Assignment
Write out each record a second time, exactly.

Records from a collection:
┌──

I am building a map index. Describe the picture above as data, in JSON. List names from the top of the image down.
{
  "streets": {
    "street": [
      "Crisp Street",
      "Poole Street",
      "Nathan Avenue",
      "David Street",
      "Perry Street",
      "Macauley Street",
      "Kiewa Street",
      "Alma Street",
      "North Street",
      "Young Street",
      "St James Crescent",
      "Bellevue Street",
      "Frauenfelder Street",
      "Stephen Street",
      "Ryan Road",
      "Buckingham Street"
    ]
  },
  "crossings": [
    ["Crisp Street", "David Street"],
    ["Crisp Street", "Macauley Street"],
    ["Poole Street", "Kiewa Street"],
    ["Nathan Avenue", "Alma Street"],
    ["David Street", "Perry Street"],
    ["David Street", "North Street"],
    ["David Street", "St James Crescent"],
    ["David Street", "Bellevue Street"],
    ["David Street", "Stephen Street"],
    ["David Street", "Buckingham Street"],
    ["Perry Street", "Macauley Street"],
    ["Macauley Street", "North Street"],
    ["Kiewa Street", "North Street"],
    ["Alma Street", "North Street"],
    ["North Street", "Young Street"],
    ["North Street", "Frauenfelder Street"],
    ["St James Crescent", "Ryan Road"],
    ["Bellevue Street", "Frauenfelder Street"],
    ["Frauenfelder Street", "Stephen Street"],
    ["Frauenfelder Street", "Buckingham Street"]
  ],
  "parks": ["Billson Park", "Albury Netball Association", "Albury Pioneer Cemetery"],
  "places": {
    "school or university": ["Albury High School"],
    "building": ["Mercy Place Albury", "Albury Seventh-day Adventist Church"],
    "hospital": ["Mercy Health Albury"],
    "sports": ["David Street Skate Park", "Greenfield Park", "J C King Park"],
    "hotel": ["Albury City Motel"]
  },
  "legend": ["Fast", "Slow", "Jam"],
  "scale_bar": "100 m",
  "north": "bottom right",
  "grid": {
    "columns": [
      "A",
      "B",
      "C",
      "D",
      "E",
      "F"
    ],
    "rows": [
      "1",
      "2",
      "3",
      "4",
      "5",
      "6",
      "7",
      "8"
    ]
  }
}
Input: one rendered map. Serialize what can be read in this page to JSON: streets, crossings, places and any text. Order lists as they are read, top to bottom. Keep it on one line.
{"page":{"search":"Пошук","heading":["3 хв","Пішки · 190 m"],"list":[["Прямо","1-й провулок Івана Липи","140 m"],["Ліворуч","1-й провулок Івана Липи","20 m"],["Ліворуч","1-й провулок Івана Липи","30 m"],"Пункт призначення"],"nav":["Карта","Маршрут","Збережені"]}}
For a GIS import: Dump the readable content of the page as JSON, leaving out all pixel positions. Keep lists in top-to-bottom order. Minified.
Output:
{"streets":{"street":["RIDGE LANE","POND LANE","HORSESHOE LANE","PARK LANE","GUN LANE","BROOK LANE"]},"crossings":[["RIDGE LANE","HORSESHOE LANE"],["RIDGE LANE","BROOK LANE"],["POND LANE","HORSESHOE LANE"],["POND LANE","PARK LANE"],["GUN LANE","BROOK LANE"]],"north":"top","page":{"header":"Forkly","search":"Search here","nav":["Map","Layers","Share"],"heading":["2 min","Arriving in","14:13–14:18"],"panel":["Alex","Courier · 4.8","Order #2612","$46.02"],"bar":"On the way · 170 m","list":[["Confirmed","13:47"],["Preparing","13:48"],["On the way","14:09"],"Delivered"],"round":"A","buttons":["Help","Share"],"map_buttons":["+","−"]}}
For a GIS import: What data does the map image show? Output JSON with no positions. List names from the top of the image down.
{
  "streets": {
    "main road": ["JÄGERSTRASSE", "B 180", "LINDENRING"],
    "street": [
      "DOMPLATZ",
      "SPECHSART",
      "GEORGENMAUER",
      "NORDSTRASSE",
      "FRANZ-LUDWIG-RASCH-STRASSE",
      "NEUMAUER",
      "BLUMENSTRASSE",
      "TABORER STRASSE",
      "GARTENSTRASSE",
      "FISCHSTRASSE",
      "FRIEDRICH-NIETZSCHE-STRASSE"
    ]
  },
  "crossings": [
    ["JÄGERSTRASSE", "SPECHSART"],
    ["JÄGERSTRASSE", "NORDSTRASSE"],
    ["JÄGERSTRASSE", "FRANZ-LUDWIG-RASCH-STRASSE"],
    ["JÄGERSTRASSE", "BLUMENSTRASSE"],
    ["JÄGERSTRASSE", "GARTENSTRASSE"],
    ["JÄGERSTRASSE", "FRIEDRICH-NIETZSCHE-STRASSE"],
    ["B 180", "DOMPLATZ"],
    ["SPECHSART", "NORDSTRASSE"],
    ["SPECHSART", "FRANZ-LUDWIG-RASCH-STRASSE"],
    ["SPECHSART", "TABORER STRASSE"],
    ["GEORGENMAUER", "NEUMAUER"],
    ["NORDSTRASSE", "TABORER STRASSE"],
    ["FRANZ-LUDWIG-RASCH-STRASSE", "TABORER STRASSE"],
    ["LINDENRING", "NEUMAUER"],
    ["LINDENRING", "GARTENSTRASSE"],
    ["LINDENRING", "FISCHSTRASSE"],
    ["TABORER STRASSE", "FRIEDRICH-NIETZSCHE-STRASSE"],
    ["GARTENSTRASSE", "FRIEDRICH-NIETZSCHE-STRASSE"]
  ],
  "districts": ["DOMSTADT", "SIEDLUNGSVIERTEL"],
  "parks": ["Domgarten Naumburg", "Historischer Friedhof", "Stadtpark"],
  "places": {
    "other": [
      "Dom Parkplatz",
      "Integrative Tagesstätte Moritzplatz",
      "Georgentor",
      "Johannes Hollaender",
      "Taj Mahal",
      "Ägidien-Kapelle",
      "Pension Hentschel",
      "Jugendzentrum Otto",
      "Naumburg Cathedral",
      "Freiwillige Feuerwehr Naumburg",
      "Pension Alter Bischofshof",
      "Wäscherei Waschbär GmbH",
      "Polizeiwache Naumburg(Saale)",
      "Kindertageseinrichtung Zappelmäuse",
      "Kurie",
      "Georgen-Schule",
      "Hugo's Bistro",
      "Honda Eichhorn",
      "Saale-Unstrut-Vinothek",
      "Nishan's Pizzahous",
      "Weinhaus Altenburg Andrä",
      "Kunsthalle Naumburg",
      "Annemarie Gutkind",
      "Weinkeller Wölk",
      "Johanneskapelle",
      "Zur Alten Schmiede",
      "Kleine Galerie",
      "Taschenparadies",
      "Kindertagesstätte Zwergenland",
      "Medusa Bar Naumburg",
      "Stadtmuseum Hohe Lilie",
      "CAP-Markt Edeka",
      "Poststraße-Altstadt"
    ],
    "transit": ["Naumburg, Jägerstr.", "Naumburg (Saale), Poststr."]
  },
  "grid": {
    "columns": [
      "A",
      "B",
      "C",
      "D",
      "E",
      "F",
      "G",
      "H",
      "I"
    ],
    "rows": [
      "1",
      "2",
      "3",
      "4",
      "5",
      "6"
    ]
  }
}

└──

Task response
I am building a map index. Describe the picture above as data, in JSON. List names from the top of the image down.
{
  "streets": {
    "street": [
      "Crisp Street",
      "Poole Street",
      "Nathan Avenue",
      "David Street",
      "Perry Street",
      "Macauley Street",
      "Kiewa Street",
      "Alma Street",
      "North Street",
      "Young Street",
      "St James Crescent",
      "Bellevue Street",
      "Frauenfelder Street",
      "Stephen Street",
      "Ryan Road",
      "Buckingham Street"
    ]
  },
  "crossings": [
    ["Crisp Street", "David Street"],
    ["Crisp Street", "Macauley Street"],
    ["Poole Street", "Kiewa Street"],
    ["Nathan Avenue", "Alma Street"],
    ["David Street", "Perry Street"],
    ["David Street", "North Street"],
    ["David Street", "St James Crescent"],
    ["David Street", "Bellevue Street"],
    ["David Street", "Stephen Street"],
    ["David Street", "Buckingham Street"],
    ["Perry Street", "Macauley Street"],
    ["Macauley Street", "North Street"],
    ["Kiewa Street", "North Street"],
    ["Alma Street", "North Street"],
    ["North Street", "Young Street"],
    ["North Street", "Frauenfelder Street"],
    ["St James Crescent", "Ryan Road"],
    ["Bellevue Street", "Frauenfelder Street"],
    ["Frauenfelder Street", "Stephen Street"],
    ["Frauenfelder Street", "Buckingham Street"]
  ],
  "parks": ["Billson Park", "Albury Netball Association", "Albury Pioneer Cemetery"],
  "places": {
    "school or university": ["Albury High School"],
    "building": ["Mercy Place Albury", "Albury Seventh-day Adventist Church"],
    "hospital": ["Mercy Health Albury"],
    "sports": ["David Street Skate Park", "Greenfield Park", "J C King Park"],
    "hotel": ["Albury City Motel"]
  },
  "legend": ["Fast", "Slow", "Jam"],
  "scale_bar": "100 m",
  "north": "bottom right",
  "grid": {
    "columns": [
      "A",
      "B",
      "C",
      "D",
      "E",
      "F"
    ],
    "rows": [
      "1",
      "2",
      "3",
      "4",
      "5",
      "6",
      "7",
      "8"
    ]
  }
}
Input: one rendered map. Serialize what can be read in this page to JSON: streets, crossings, places and any text. Order lists as they are read, top to bottom. Keep it on one line.
{"page":{"search":"Пошук","heading":["3 хв","Пішки · 190 m"],"list":[["Прямо","1-й провулок Івана Липи","140 m"],["Ліворуч","1-й провулок Івана Липи","20 m"],["Ліворуч","1-й провулок Івана Липи","30 m"],"Пункт призначення"],"nav":["Карта","Маршрут","Збережені"]}}
For a GIS import: Dump the readable content of the page as JSON, leaving out all pixel positions. Keep lists in top-to-bottom order. Minified.
Output:
{"streets":{"street":["RIDGE LANE","POND LANE","HORSESHOE LANE","PARK LANE","GUN LANE","BROOK LANE"]},"crossings":[["RIDGE LANE","HORSESHOE LANE"],["RIDGE LANE","BROOK LANE"],["POND LANE","HORSESHOE LANE"],["POND LANE","PARK LANE"],["GUN LANE","BROOK LANE"]],"north":"top","page":{"header":"Forkly","search":"Search here","nav":["Map","Layers","Share"],"heading":["2 min","Arriving in","14:13–14:18"],"panel":["Alex","Courier · 4.8","Order #2612","$46.02"],"bar":"On the way · 170 m","list":[["Confirmed","13:47"],["Preparing","13:48"],["On the way","14:09"],"Delivered"],"round":"A","buttons":["Help","Share"],"map_buttons":["+","−"]}}
For a GIS import: What data does the map image show? Output JSON with no positions. List names from the top of the image down.
{
  "streets": {
    "main road": ["JÄGERSTRASSE", "B 180", "LINDENRING"],
    "street": [
      "DOMPLATZ",
      "SPECHSART",
      "GEORGENMAUER",
      "NORDSTRASSE",
      "FRANZ-LUDWIG-RASCH-STRASSE",
      "NEUMAUER",
      "BLUMENSTRASSE",
      "TABORER STRASSE",
      "GARTENSTRASSE",
      "FISCHSTRASSE",
      "FRIEDRICH-NIETZSCHE-STRASSE"
    ]
  },
  "crossings": [
    ["JÄGERSTRASSE", "SPECHSART"],
    ["JÄGERSTRASSE", "NORDSTRASSE"],
    ["JÄGERSTRASSE", "FRANZ-LUDWIG-RASCH-STRASSE"],
    ["JÄGERSTRASSE", "BLUMENSTRASSE"],
    ["JÄGERSTRASSE", "GARTENSTRASSE"],
    ["JÄGERSTRASSE", "FRIEDRICH-NIETZSCHE-STRASSE"],
    ["B 180", "DOMPLATZ"],
    ["SPECHSART", "NORDSTRASSE"],
    ["SPECHSART", "FRANZ-LUDWIG-RASCH-STRASSE"],
    ["SPECHSART", "TABORER STRASSE"],
    ["GEORGENMAUER", "NEUMAUER"],
    ["NORDSTRASSE", "TABORER STRASSE"],
    ["FRANZ-LUDWIG-RASCH-STRASSE", "TABORER STRASSE"],
    ["LINDENRING", "NEUMAUER"],
    ["LINDENRING", "GARTENSTRASSE"],
    ["LINDENRING", "FISCHSTRASSE"],
    ["TABORER STRASSE", "FRIEDRICH-NIETZSCHE-STRASSE"],
    ["GARTENSTRASSE", "FRIEDRICH-NIETZSCHE-STRASSE"]
  ],
  "districts": ["DOMSTADT", "SIEDLUNGSVIERTEL"],
  "parks": ["Domgarten Naumburg", "Historischer Friedhof", "Stadtpark"],
  "places": {
    "other": [
      "Dom Parkplatz",
      "Integrative Tagesstätte Moritzplatz",
      "Georgentor",
      "Johannes Hollaender",
      "Taj Mahal",
      "Ägidien-Kapelle",
      "Pension Hentschel",
      "Jugendzentrum Otto",
      "Naumburg Cathedral",
      "Freiwillige Feuerwehr Naumburg",
      "Pension Alter Bischofshof",
      "Wäscherei Waschbär GmbH",
      "Polizeiwache Naumburg(Saale)",
      "Kindertageseinrichtung Zappelmäuse",
      "Kurie",
      "Georgen-Schule",
      "Hugo's Bistro",
      "Honda Eichhorn",
      "Saale-Unstrut-Vinothek",
      "Nishan's Pizzahous",
      "Weinhaus Altenburg Andrä",
      "Kunsthalle Naumburg",
      "Annemarie Gutkind",
      "Weinkeller Wölk",
      "Johanneskapelle",
      "Zur Alten Schmiede",
      "Kleine Galerie",
      "Taschenparadies",
      "Kindertagesstätte Zwergenland",
      "Medusa Bar Naumburg",
      "Stadtmuseum Hohe Lilie",
      "CAP-Markt Edeka",
      "Poststraße-Altstadt"
    ],
    "transit": ["Naumburg, Jägerstr.", "Naumburg (Saale), Poststr."]
  },
  "grid": {
    "columns": [
      "A",
      "B",
      "C",
      "D",
      "E",
      "F",
      "G",
      "H",
      "I"
    ],
    "rows": [
      "1",
      "2",
      "3",
      "4",
      "5",
      "6"
    ]
  }
}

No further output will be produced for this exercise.